PCI-DSS violation: card numbers in model training data Fix: Tokenize PAN (Primary Account Number) before feature extraction using a vault tokenization service. Never let raw PAN enter your feature engineering pipeline. Use hash-based tokens (with a salt) for joining datasets if necessary.

Benchmark: Feature Store vs On-Demand Computation

The theoretical argument is over. Here are the measured latencies that determine if you meet the SLA or break it.
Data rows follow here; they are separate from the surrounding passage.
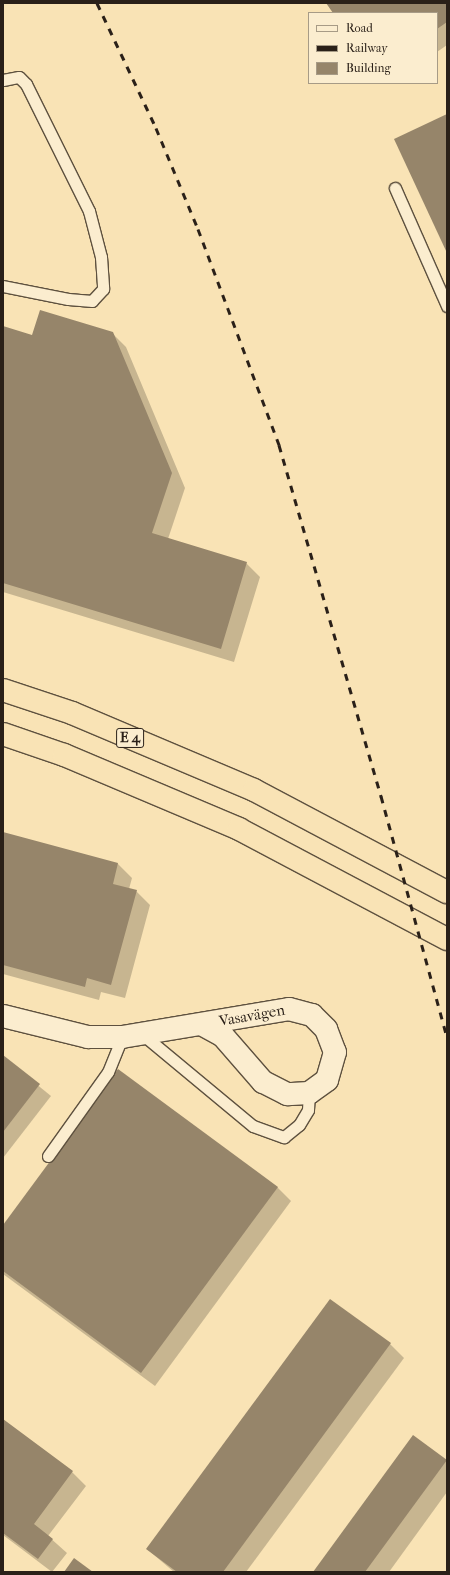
<!DOCTYPE html>
<meta charset="utf-8">
<style>
body{margin:0}
#map{position:relative;width:450px;height:1575px;overflow:hidden;background:#f9e3b5;font-family:"IM FELL French Canon",serif}
div>[style]{position:absolute}
.shadow>*{inset:0;background:#0003}
.building>*{inset:0;background:#96856a}
.roads{filter:drop-shadow(1px 0 #5e513f) drop-shadow(-1px 0 #5e513f) drop-shadow(0 1px #5e513f) drop-shadow(0 -1px #5e513f)}
.service>*{height:11px;margin:-5.5px;padding:0 5.5px;transform-origin:5.5px;border-radius:5.5px;background:#fbedcf}
.minor>*{height:22px;margin:-11px;padding:0 11px;transform-origin:11px;border-radius:11px;background:#fbedcf}
.motorway>*{height:22px;margin:-11px;padding:0 11px;transform-origin:11px;border-radius:11px;background:#f9e3b5}
.rail>*{height:3px;margin-top:-1.5px;transform-origin:0;background:repeating-linear-gradient(90deg,#2a2018 0 7px,transparent 0 14px)}
span{translate:-50% -50%;white-space:nowrap;text-align:center;line-height:1.15;-webkit-text-stroke:3px #fbedcf;paint-order:stroke}
.shield-label span{padding:1px 3px;background:#fbedcf;border:1px solid;border-radius:3px;-webkit-text-stroke-width:0}
.shield-label{font-size:14px;color:#2a2018;font-weight:700}
.street-label{font-size:15px;color:#2a2018}
.frame{position:absolute;inset:0;border:4px solid #2a2018;pointer-events:none}
.legend{position:absolute;left:308px;top:12px;width:130px;height:72px;box-sizing:border-box;background:#fbedcf;border:1px solid #a79b86;margin:0;padding:5px 7px;list-style:none;font-size:12px;color:#2a2018}
.legend li{display:flex;align-items:center;gap:8px;height:20px}
.legend b{width:20px;border:1px solid #a79b86}
</style>
<div id="map">
<div class="shadow">
<div style="clip-path:polygon(327px 3px,447px 3px,447px 45px,437px 52px,437px 13px,334px 13px)"></div>
<div style="clip-path:polygon(3px 327px,33px 336px,112px 333px,126px 347px,185px 488px,168px 539px,246px 563px,260px 577px,234px 662px,3px 592px)"></div>
<div style="clip-path:polygon(3px 833px,118px 864px,132px 878px,129px 889px,136px 891px,150px 905px,125px 998px,101px 992px,99px 1000px,3px 974px)"></div>
<div style="clip-path:polygon(3px 1057px,51px 1096px,3px 1158px)"></div>
<div style="clip-path:polygon(277px 1187px,291px 1201px,155px 1386px,3px 1274px,3px 1227px)"></div>
<div style="clip-path:polygon(330px 1300px,390px 1344px,404px 1358px,246px 1572px,174px 1572px,147px 1549px)"></div>
<div style="clip-path:polygon(3px 1420px,72px 1472px,86px 1486px,48px 1536px,67px 1553px,52px 1572px,3px 1535px)"></div>
<div style="clip-path:polygon(413px 1436px,447px 1461px,447px 1492px,389px 1572px,315px 1572px)"></div>
</div>
<div class="building">
<div style="clip-path:polygon(326px 3px,447px 3px,447px 22px,437px 29px,437px 13px,333px 13px)"></div>
<div style="clip-path:polygon(447px 114px,447px 253px,394px 139px)"></div>
<div style="clip-path:polygon(40px 310px,113px 332px,172px 473px,152px 533px,247px 562px,221px 649px,3px 583px,3px 326px,32px 335px)"></div>
<div style="clip-path:polygon(3px 832px,118px 863px,113px 884px,137px 890px,111px 985px,87px 978px,85px 987px,3px 965px)"></div>
<div style="clip-path:polygon(3px 1055px,40px 1084px,3px 1132px)"></div>
<div style="clip-path:polygon(118px 1069px,278px 1187px,141px 1373px,3px 1271px,3px 1225px)"></div>
<div style="clip-path:polygon(330px 1299px,391px 1343px,223px 1572px,177px 1572px,146px 1549px)"></div>
<div style="clip-path:polygon(3px 1419px,73px 1471px,34px 1524px,53px 1539px,38px 1559px,3px 1533px)"></div>
<div style="clip-path:polygon(413px 1435px,447px 1460px,365px 1572px,313px 1572px)"></div>
<div style="clip-path:polygon(74px 1558px,93px 1572px,64px 1572px)"></div>
</div>
<div class="roads">
<div class="service">
<div style="left:3px;top:80px;width:16px;rotate:-11deg"></div>
<div style="left:19px;top:77px;width:10px;rotate:45deg"></div>
<div style="left:26px;top:84px;width:142px;rotate:63.6deg"></div>
<div style="left:89px;top:211px;width:48px;rotate:75.4deg"></div>
<div style="left:101px;top:257px;width:32px;rotate:86deg"></div>
<div style="left:103px;top:289px;width:16px;rotate:133deg"></div>
<div style="left:92px;top:301px;width:24px;rotate:-175deg"></div>
<div style="left:68px;top:299px;width:66px;rotate:-168.7deg"></div>
<div style="left:395px;top:188px;width:129px;rotate:66.2deg"></div>
<div style="left:142px;top:1034px;width:144px;rotate:39.7deg"></div>
<div style="left:253px;top:1126px;width:33px;rotate:20deg"></div>
<div style="left:284px;top:1137px;width:19px;rotate:-39deg"></div>
<div style="left:299px;top:1125px;width:17px;rotate:-59deg"></div>
<div style="left:308px;top:1110px;width:17px;rotate:-87deg"></div>
<div style="left:48px;top:1156px;width:103px;rotate:-54.5deg"></div>
<div style="left:108px;top:1072px;width:38px;rotate:-68deg"></div>
</div>
<div class="minor">
<div style="left:3px;top:1016px;width:88px;rotate:13.9deg"></div>
<div style="left:88px;top:1037px;width:34px"></div>
<div style="left:122px;top:1037px;width:169px;rotate:-9.5deg"></div>
<div style="left:289px;top:1009px;width:24px;rotate:15deg"></div>
<div style="left:312px;top:1015px;width:20px;rotate:45deg"></div>
<div style="left:326px;top:1029px;width:25px;rotate:69deg"></div>
<div style="left:335px;top:1052px;width:29px;rotate:106deg"></div>
<div style="left:327px;top:1080px;width:22px;rotate:144deg"></div>
<div style="left:309px;top:1093px;width:22px;rotate:177deg"></div>
<div style="left:287px;top:1094px;width:27px;rotate:-153deg"></div>
<div style="left:263px;top:1082px;width:61px;rotate:-131deg"></div>
<div style="left:223px;top:1036px;width:23px;rotate:-151deg"></div>
</div>
<div class="motorway">
<div style="left:3px;top:690px;width:73px;rotate:18.4deg"></div>
<div style="left:72px;top:713px;width:198px;rotate:22.9deg"></div>
<div style="left:254px;top:790px;width:218px;rotate:27.9deg"></div>
<div style="left:3px;top:734px;width:65px;rotate:19deg"></div>
<div style="left:64px;top:755px;width:190px;rotate:22.9deg"></div>
<div style="left:239px;top:829px;width:235px;rotate:27.9deg"></div>
</div>
</div>
<div class="rail">
<div style="left:97px;top:3px;width:138px;rotate:64.7deg"></div>
<div style="left:156px;top:128px;width:109px;rotate:67.4deg"></div>
<div style="left:198px;top:229px;width:231px;rotate:69.4deg"></div>
<div style="left:279px;top:445px;width:366px;rotate:73.8deg"></div>
<div style="left:381px;top:796px;width:250px;rotate:74.7deg"></div>
</div>
<div class="shield-label">
<span style="left:130px;top:738px">E 4</span>
</div>
<div class="street-label">
<span style="left:252px;top:1016px;rotate:-10deg">Vasavägen</span>
</div>
<div class="frame"></div>
<ul class="legend">
<li><b style="height:5px;background:#fbedcf"></b>Road</li>
<li><b style="height:5px;background:#2a2018"></b>Railway</li>
<li><b style="height:11px;background:#96856a"></b>Building</li>
</ul>
</div>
This table compares the two architectural approaches for a single fraud scoring request requiring 25 features, including 5 rolling-window aggregates and 1 graph feature.
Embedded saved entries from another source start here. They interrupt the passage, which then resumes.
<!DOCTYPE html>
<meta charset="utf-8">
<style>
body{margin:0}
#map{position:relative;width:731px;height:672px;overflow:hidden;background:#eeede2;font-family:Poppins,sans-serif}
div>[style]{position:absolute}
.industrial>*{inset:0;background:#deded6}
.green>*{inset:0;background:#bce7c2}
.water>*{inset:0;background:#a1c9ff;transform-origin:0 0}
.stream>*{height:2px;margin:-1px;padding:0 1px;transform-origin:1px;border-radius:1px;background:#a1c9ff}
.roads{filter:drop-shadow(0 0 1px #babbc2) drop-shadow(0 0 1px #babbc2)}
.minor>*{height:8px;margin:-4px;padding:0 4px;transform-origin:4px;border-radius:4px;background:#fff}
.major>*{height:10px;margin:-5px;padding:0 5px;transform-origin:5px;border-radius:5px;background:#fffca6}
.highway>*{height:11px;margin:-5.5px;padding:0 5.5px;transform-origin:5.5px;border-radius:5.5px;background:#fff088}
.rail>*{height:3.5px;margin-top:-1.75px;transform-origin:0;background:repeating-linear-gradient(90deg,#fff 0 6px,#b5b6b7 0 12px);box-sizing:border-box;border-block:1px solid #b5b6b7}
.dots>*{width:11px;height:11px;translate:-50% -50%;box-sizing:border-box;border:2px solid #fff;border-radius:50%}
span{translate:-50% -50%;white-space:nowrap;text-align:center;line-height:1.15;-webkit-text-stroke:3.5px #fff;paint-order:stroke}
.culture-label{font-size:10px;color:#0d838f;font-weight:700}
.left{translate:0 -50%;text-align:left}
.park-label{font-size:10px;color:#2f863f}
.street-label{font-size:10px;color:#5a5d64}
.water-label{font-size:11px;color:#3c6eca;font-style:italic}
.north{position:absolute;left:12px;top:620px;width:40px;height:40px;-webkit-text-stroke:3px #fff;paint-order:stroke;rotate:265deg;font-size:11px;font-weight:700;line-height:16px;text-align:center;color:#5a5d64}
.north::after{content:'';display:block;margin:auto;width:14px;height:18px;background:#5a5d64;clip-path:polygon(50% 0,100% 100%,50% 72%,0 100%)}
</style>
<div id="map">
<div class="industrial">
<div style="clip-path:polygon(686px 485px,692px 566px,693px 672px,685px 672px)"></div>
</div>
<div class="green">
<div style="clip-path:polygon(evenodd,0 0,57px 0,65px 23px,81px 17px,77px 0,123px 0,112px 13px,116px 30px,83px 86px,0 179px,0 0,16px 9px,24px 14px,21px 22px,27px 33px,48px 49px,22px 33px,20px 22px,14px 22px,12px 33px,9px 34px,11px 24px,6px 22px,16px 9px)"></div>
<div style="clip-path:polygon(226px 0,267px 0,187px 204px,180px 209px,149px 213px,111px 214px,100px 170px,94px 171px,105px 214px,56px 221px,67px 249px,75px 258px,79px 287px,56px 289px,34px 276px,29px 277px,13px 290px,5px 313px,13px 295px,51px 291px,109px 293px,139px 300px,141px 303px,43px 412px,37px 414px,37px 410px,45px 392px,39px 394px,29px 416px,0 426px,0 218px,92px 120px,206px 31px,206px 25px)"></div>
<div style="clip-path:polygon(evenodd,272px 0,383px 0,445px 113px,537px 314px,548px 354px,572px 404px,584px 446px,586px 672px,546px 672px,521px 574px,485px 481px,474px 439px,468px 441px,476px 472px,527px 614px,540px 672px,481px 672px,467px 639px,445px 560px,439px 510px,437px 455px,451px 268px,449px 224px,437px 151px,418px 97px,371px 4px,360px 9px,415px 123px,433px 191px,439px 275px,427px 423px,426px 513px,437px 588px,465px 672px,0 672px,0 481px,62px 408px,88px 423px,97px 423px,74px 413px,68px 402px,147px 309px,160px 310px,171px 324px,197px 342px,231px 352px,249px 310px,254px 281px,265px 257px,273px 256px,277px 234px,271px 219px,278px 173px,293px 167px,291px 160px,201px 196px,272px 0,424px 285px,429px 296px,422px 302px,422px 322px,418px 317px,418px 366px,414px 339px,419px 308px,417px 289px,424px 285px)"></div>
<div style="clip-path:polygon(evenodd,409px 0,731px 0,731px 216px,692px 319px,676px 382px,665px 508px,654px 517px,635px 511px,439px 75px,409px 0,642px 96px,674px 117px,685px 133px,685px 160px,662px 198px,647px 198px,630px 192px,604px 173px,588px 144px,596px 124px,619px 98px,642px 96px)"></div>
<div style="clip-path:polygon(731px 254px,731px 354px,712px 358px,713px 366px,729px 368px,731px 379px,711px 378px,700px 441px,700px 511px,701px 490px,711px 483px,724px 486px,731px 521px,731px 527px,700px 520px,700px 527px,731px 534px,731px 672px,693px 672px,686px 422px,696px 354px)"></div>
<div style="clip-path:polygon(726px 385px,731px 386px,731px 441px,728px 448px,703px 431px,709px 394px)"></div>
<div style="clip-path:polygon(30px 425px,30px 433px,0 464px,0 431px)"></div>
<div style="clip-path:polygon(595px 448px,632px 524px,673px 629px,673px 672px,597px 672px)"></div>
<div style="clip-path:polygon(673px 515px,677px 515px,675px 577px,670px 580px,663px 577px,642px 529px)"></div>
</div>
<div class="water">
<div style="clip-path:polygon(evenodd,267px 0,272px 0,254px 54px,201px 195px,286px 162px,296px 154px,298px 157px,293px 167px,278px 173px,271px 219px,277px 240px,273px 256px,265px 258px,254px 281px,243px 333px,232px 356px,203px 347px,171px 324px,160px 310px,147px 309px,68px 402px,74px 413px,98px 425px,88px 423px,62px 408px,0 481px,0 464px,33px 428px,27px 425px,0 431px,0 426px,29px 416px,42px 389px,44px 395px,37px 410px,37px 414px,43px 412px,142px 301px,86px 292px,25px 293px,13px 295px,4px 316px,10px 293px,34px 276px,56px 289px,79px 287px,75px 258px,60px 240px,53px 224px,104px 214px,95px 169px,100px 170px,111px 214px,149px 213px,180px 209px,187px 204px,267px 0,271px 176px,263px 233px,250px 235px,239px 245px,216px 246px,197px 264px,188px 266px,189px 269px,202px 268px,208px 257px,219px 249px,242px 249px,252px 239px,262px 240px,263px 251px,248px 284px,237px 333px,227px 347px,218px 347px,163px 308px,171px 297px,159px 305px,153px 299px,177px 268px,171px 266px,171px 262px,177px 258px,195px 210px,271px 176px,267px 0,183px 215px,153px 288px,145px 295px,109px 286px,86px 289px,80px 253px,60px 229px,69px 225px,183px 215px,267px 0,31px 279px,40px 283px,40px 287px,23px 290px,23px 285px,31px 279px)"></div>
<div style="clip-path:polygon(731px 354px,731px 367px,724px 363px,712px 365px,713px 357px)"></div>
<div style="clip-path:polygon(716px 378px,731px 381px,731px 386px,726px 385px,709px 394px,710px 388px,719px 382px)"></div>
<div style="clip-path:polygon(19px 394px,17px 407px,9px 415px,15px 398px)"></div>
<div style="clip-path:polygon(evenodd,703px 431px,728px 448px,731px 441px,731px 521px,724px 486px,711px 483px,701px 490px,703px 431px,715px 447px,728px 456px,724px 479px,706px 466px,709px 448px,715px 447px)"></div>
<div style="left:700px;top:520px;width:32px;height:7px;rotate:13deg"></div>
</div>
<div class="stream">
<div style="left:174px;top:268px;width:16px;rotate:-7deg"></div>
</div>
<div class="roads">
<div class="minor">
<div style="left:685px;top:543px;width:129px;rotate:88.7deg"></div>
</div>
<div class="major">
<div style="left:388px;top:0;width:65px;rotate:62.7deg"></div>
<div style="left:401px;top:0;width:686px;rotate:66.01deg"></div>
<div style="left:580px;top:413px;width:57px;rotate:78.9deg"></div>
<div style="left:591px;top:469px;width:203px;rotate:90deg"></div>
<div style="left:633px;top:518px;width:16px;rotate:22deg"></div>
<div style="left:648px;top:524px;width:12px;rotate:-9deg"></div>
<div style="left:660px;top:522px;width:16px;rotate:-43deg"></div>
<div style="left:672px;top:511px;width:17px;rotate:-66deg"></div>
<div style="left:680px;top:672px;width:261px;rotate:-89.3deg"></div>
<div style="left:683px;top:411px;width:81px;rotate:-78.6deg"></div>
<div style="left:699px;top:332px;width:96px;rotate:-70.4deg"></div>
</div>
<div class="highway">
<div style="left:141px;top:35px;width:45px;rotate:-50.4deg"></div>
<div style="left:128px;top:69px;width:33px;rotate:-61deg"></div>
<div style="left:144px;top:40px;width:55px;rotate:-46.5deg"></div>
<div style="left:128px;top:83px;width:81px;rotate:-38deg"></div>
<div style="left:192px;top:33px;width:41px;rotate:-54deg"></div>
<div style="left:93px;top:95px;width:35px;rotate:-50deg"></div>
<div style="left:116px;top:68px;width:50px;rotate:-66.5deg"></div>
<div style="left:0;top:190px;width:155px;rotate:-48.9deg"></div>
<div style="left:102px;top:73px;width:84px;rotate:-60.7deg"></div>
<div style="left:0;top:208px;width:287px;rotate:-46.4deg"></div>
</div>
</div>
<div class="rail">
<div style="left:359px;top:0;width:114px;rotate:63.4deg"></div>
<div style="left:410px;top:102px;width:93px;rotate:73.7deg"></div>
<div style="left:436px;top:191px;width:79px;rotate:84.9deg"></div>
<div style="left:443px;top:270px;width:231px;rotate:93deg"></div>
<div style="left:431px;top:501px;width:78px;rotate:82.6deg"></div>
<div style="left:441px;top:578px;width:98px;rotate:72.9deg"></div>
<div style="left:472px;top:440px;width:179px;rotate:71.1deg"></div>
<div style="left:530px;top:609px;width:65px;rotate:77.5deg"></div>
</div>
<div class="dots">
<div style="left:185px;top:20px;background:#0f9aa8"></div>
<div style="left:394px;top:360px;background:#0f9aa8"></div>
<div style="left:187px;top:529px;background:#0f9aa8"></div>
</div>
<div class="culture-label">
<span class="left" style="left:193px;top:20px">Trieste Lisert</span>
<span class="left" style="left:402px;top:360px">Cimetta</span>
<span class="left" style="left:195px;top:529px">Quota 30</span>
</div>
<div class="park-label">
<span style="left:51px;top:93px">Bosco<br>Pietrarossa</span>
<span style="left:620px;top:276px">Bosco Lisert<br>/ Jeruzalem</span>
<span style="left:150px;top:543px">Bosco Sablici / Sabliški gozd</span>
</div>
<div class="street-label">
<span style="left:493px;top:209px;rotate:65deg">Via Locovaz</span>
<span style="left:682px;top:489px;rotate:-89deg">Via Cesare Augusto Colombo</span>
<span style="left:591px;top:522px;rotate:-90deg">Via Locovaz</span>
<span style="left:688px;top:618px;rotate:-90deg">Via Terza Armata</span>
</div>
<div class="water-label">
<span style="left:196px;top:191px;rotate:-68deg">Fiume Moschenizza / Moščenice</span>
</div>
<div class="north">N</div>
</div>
OperationOn-Demand Computation (PostgreSQL)Redis Feature StoreNotes
Feature Retrieval (p99)45 ms<2 msIncludes 5x LATERAL JOIN window queries & 1 graph query.
XGBoost Inference0.8 ms0.8 msModel is constant; using libxgboost with DMatrix from array.
Network + Serialization~5 ms~5 msAssumes scoring service co-located with data store.
Total Scoring Latency~51 ms<8 msFeature store is 6x faster, consuming only 15% of latency budget.
System Load at 1k TPSDB CPU >80% (bottleneck)Redis CPU <20%On-demand design requires massive DB scaling.
Data FreshnessPerfect~1-5 second lagAsync stream processing introduces minimal, managed lag.

The conclusion is inescapable. The on-demand approach uses the entire latency budget on feature retrieval alone, leaving no room for error and forcing expensive database over-provisioning. The feature store architecture reduces the critical path to a few key-value lookups, making the 100ms SLA comfortable and scalable.

Next Steps: Building Your Fraud Pipeline

Start by instrumenting your current scoring endpoint. Measure exactly where the milliseconds are going. You'll likely find the database is the culprit. Then, implement incrementally:

  1. Phase 1: Cache the Heavy Features. Pick your two most expensive features (e.g., 30-day velocity, device graph). Compute them in a nightly job and store them in Redis. Modify your scoring service to check Redis first, fall back to SQL. You'll see an immediate latency drop.
  2. Phase 2: Build the Async Stream. Introduce Kafka. Shift the computation of all features from the request path to a streaming consumer. Ensure idempotent writes to Redis.
  3. Phase 3: Implement Shadow Testing. Before you add any new feature or model from this point on, test it in shadow mode. Build the analytics dashboard to compare champion/challenger performance.
  4. Phase 4: Automate Retraining & Monitoring. Use MLflow to track experiments and manage model staging. Set up Great Expectations data quality checks on your feature pipeline. Automate retraining when drift is detected.

Your goal isn't just to beat 100ms. It's to build a system where latency is predictable, accuracy is high and measurable, and changes can be made without sweating. The fraudsters aren't waiting, and neither is the customer at the checkout. Your architecture needs to ensure neither of them has time to notice you're there.